To get around this limitation, Dyirbal speakers use many syntactic and semantic tricks to make do with a minimal vocabulary which reveals a lot to linguists about the semantic nature of Dyirbal. For example, Guwal makes use of lexical causatives, such as bana- and gaynyja- . This is similar to English "He broke the glass" (transitive) vs. "The glass broke." (intransitive). Since Dyirbal has fewer lexemes, a morpheme -rri- is used as an intransitive derivational suffix. Thus the Dyalŋuy equivalents of the two words above were transitive yuwa and intransitive yuwa-rri-.

The lexical items found in Dyalŋuy were mainly derived from three sources:

- [B]orrowing from the everyday style of a neighbouring dialect or language [...]
- [C]reating [Dyalŋuy] forms by phonological deformation of lexemes in the language's own everyday style
- [B]orrowing terms that were already in the [Dyalŋuy] style of a neighboring language or dialect
— Robert M. W. Dixon, p. 52

An example of borrowing between dialects is the word for sun in the Yidin and Ngadyan dialects. In Yidin, the Guwal style word for sun is [buŋan], and this same word was also the Dyalŋuy style of the word for sun in the Ngadyan dialect.

It is hypothesized that children of Dyirbal tribes were expected to acquire the Dyalŋuy speech style years following their acquisition of the everyday speech style from their cross cousins who would speak in Dyalŋuy in their presence.

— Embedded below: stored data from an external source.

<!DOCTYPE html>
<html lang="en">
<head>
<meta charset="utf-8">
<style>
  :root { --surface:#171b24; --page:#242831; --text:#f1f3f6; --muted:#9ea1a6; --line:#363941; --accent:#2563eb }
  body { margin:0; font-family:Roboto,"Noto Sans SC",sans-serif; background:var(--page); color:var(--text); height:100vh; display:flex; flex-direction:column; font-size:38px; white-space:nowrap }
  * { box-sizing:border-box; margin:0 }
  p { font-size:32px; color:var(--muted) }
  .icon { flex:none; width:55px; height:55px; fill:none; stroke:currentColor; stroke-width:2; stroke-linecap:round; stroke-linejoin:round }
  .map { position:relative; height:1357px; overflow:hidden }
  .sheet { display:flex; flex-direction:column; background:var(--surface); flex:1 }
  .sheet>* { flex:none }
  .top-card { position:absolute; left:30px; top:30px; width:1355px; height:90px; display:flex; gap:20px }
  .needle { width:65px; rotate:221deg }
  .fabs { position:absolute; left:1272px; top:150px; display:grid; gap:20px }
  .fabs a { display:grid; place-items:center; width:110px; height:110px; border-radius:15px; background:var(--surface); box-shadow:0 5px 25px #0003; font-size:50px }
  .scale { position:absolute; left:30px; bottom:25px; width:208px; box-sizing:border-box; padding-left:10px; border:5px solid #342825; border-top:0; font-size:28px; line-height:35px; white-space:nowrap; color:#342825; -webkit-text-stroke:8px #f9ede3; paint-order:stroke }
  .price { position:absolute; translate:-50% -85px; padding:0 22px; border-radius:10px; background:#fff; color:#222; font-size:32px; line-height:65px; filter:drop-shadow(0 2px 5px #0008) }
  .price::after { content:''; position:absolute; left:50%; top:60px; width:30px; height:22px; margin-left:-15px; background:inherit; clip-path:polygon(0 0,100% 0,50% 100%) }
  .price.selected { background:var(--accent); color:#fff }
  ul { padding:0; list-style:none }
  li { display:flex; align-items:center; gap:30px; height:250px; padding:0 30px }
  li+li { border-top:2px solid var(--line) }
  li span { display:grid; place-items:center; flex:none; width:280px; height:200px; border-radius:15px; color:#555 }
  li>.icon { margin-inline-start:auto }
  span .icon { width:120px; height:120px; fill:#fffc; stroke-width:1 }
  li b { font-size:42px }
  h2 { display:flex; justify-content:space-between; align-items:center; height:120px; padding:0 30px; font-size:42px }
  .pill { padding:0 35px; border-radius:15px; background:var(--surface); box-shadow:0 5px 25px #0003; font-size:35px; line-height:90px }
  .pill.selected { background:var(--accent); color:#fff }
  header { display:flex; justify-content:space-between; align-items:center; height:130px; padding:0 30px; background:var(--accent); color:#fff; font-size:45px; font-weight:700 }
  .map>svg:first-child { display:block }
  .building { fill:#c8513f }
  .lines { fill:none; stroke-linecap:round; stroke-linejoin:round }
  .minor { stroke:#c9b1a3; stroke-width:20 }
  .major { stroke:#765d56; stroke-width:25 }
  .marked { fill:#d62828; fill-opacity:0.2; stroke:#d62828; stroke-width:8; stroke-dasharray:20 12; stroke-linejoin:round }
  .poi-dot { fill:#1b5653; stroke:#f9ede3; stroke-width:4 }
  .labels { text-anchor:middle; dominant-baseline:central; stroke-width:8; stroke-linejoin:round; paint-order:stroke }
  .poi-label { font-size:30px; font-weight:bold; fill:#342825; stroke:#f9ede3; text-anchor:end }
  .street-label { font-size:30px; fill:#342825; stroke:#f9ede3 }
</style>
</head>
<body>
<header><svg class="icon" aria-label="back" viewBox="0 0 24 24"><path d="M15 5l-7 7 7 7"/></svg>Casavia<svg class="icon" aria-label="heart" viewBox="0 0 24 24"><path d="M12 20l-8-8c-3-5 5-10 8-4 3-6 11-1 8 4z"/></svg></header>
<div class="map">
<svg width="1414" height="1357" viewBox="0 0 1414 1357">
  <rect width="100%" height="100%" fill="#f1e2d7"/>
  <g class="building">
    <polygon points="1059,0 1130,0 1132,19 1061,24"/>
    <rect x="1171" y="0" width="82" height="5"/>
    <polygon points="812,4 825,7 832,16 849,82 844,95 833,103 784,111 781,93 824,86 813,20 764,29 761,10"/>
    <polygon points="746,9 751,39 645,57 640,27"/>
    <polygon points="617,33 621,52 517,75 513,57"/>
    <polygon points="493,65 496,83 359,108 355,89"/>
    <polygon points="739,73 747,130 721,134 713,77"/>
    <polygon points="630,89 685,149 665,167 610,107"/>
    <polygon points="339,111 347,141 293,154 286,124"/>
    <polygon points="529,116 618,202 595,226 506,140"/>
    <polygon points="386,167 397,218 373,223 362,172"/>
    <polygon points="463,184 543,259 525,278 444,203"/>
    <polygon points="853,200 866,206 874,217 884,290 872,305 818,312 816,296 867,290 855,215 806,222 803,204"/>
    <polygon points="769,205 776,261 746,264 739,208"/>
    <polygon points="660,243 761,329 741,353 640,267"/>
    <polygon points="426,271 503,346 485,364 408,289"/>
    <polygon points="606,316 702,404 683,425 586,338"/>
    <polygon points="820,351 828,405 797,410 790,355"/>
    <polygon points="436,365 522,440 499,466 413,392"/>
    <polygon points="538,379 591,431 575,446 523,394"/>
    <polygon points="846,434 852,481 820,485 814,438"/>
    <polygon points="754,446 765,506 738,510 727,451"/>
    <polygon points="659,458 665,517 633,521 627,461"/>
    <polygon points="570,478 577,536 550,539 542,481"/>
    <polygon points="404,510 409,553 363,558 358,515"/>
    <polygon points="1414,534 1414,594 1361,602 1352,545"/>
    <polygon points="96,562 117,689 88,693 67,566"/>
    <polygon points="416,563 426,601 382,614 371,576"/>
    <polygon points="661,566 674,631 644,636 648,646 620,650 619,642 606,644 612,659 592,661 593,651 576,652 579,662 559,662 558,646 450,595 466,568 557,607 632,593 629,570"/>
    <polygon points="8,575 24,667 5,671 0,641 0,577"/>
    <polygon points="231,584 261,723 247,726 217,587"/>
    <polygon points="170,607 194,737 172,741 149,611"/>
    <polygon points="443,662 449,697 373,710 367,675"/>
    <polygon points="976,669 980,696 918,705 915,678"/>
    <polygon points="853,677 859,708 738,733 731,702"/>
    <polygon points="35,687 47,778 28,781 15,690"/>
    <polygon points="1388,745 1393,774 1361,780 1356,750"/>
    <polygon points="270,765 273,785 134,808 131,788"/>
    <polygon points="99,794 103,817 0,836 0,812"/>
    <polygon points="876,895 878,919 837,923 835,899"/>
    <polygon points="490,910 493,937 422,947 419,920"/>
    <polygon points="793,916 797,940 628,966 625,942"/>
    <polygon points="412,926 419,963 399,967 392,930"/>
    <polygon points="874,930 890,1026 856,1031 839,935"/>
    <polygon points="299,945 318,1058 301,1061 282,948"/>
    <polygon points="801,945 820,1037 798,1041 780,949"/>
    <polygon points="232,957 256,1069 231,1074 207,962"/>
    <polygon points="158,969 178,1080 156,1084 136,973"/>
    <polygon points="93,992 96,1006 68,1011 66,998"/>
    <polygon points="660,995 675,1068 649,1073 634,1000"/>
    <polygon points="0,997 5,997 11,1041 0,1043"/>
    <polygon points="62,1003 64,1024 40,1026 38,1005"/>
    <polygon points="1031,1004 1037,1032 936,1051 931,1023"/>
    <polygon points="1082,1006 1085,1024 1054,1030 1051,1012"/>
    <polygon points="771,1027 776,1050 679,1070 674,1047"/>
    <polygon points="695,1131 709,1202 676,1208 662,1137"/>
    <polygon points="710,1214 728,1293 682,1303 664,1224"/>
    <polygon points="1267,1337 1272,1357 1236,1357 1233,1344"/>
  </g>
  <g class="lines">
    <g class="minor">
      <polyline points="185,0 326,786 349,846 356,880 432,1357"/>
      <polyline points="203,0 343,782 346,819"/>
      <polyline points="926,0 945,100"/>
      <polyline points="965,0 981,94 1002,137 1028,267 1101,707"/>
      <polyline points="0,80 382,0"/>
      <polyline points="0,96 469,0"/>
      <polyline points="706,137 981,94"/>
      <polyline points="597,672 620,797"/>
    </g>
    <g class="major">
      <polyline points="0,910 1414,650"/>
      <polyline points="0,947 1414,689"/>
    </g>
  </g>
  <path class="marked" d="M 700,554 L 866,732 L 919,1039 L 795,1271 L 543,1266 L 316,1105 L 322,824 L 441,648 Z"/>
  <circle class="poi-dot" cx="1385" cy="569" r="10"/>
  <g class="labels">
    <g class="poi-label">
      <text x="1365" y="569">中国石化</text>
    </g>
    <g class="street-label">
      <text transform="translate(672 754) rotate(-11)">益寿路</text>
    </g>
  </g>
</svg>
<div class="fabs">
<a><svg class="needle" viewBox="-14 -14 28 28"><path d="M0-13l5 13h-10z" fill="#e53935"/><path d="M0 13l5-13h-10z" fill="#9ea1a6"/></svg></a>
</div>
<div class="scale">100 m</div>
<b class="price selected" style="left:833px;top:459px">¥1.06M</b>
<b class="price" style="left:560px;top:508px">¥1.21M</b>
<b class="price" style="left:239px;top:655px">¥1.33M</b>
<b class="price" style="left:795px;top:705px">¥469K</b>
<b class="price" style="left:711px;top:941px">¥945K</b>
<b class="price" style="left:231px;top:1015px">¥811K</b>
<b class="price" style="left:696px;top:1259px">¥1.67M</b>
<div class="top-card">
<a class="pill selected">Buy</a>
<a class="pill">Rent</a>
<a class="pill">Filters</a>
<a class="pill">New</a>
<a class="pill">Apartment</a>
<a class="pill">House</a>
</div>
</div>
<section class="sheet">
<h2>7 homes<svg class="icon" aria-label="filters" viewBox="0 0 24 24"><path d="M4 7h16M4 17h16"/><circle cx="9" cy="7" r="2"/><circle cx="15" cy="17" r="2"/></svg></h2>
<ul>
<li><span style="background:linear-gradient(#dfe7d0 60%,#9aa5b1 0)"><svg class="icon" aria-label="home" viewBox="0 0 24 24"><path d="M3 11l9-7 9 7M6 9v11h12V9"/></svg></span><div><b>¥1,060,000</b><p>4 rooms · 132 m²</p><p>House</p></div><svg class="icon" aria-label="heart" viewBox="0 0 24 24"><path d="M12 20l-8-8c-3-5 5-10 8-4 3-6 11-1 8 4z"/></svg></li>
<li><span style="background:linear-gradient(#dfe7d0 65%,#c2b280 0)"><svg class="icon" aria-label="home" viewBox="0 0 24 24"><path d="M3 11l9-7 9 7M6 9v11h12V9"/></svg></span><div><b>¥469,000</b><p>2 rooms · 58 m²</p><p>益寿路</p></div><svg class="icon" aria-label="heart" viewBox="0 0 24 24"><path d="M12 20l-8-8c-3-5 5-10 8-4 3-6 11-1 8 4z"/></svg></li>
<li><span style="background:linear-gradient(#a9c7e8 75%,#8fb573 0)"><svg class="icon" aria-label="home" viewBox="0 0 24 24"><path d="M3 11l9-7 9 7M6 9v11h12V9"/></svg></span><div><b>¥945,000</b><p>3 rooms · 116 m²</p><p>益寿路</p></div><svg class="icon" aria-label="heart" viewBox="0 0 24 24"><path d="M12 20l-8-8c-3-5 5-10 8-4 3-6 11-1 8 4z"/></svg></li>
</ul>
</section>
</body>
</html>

By the onset of puberty, the child probably spoke Dyalŋuy fluently and was able to use it in the appropriate contexts. This phenomenon, commonly called mother-in-law languages, was common in indigenous Australian languages. It existed until about 1930, when the taboo system fell out of use.

== Young Dyirbal ==
In the 1970s, speakers of Dyirbal and Giramay dialects purchased land in the Murray Upper, with the assistance of the Australian federal government and formed a community. Within this community shift in language began to occur, and with it came the emergence of new form of Dyirbal, dubbed by researcher Annette Schmidt "Young Dyirbal" or "YD". This language stands in contrast to "Traditional Dyirbal" or "TD".

Young Dyirbal is grammatically distinct from Traditional Dyirbal, in some cases being more similar to English, such as the gradual loss of ergative inflection, as is found in Traditional Dyirbal, in favour of a style of inflection more similar to the one found in English.